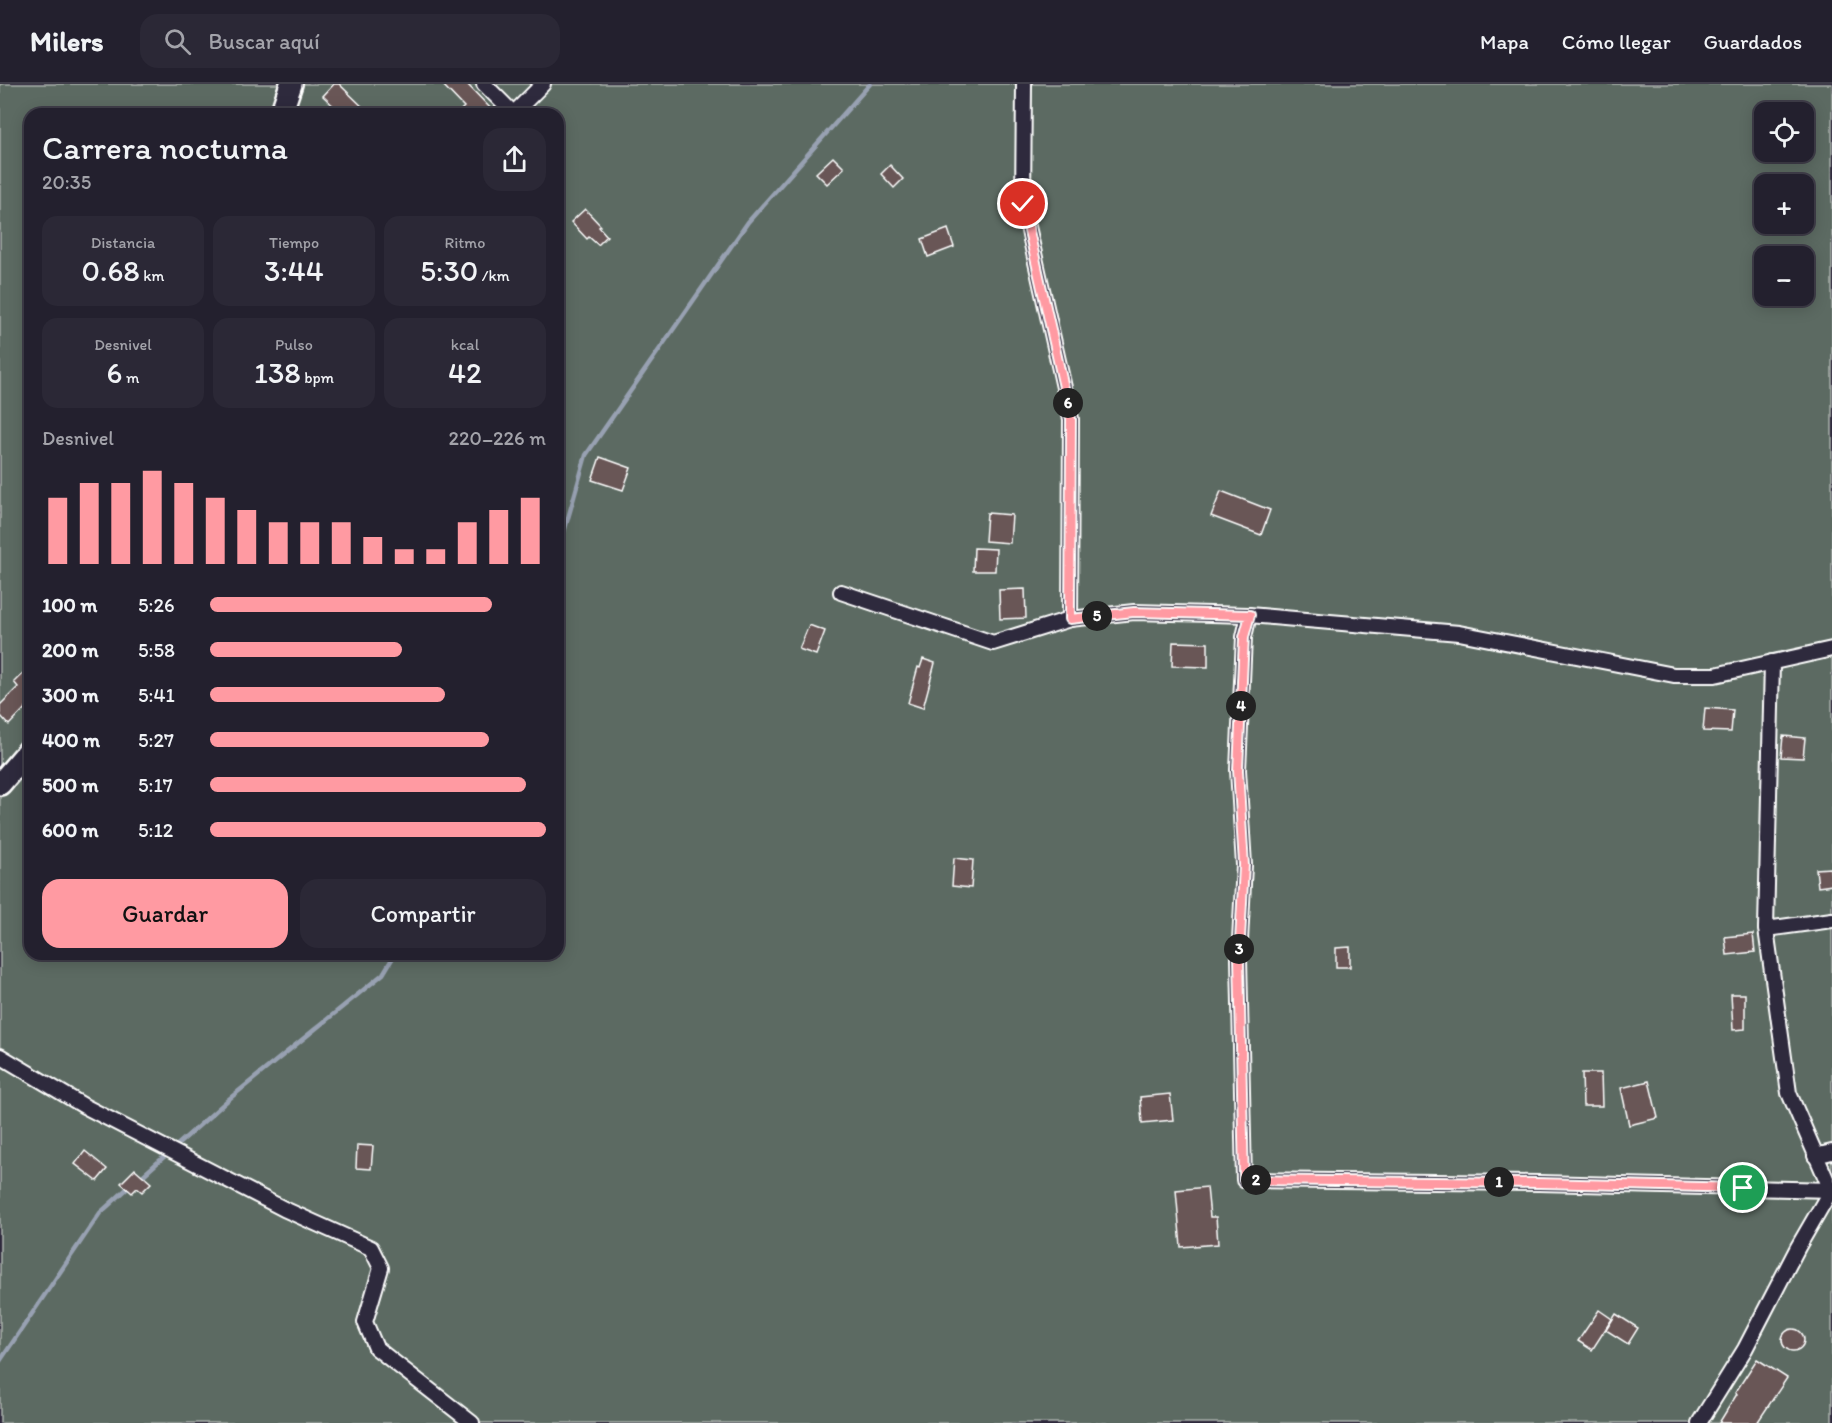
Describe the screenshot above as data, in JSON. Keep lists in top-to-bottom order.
{
  "page": {
    "header": "Milers",
    "search": "Buscar aquí",
    "nav": ["Mapa", "Cómo llegar", "Guardados"],
    "map_buttons": ["+", "−"],
    "heading": ["Carrera nocturna", "20:35"],
    "stats": [
      ["Distancia", "0.68 km"],
      ["Tiempo", "3:44"],
      ["Ritmo", "5:30 /km"],
      ["Desnivel", "6 m"],
      ["Pulso", "138 bpm"],
      ["kcal", "42"]
    ],
    "pins": [
      "6",
      "5",
      "4",
      "3",
      "2",
      "1"
    ],
    "chart": ["Desnivel", "220–226 m"],
    "list": [
      {
        "name": "100 m",
        "note": "5:26"
      },
      {
        "name": "200 m",
        "note": "5:58"
      },
      {
        "name": "300 m",
        "note": "5:41"
      },
      {
        "name": "400 m",
        "note": "5:27"
      },
      {
        "name": "500 m",
        "note": "5:17"
      },
      {
        "name": "600 m",
        "note": "5:12"
      }
    ],
    "buttons": ["Guardar", "Compartir"]
  }
}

────────────────────

▶ What is expected:
An exact, image-free transcription of all the records above is needed.

▶ Worked solution:
Describe the screenshot above as data, in JSON. Keep lists in top-to-bottom order.
{
  "page": {
    "header": "Milers",
    "search": "Buscar aquí",
    "nav": ["Mapa", "Cómo llegar", "Guardados"],
    "map_buttons": ["+", "−"],
    "heading": ["Carrera nocturna", "20:35"],
    "stats": [
      ["Distancia", "0.68 km"],
      ["Tiempo", "3:44"],
      ["Ritmo", "5:30 /km"],
      ["Desnivel", "6 m"],
      ["Pulso", "138 bpm"],
      ["kcal", "42"]
    ],
    "pins": [
      "6",
      "5",
      "4",
      "3",
      "2",
      "1"
    ],
    "chart": ["Desnivel", "220–226 m"],
    "list": [
      {
        "name": "100 m",
        "note": "5:26"
      },
      {
        "name": "200 m",
        "note": "5:58"
      },
      {
        "name": "300 m",
        "note": "5:41"
      },
      {
        "name": "400 m",
        "note": "5:27"
      },
      {
        "name": "500 m",
        "note": "5:17"
      },
      {
        "name": "600 m",
        "note": "5:12"
      }
    ],
    "buttons": ["Guardar", "Compartir"]
  }
}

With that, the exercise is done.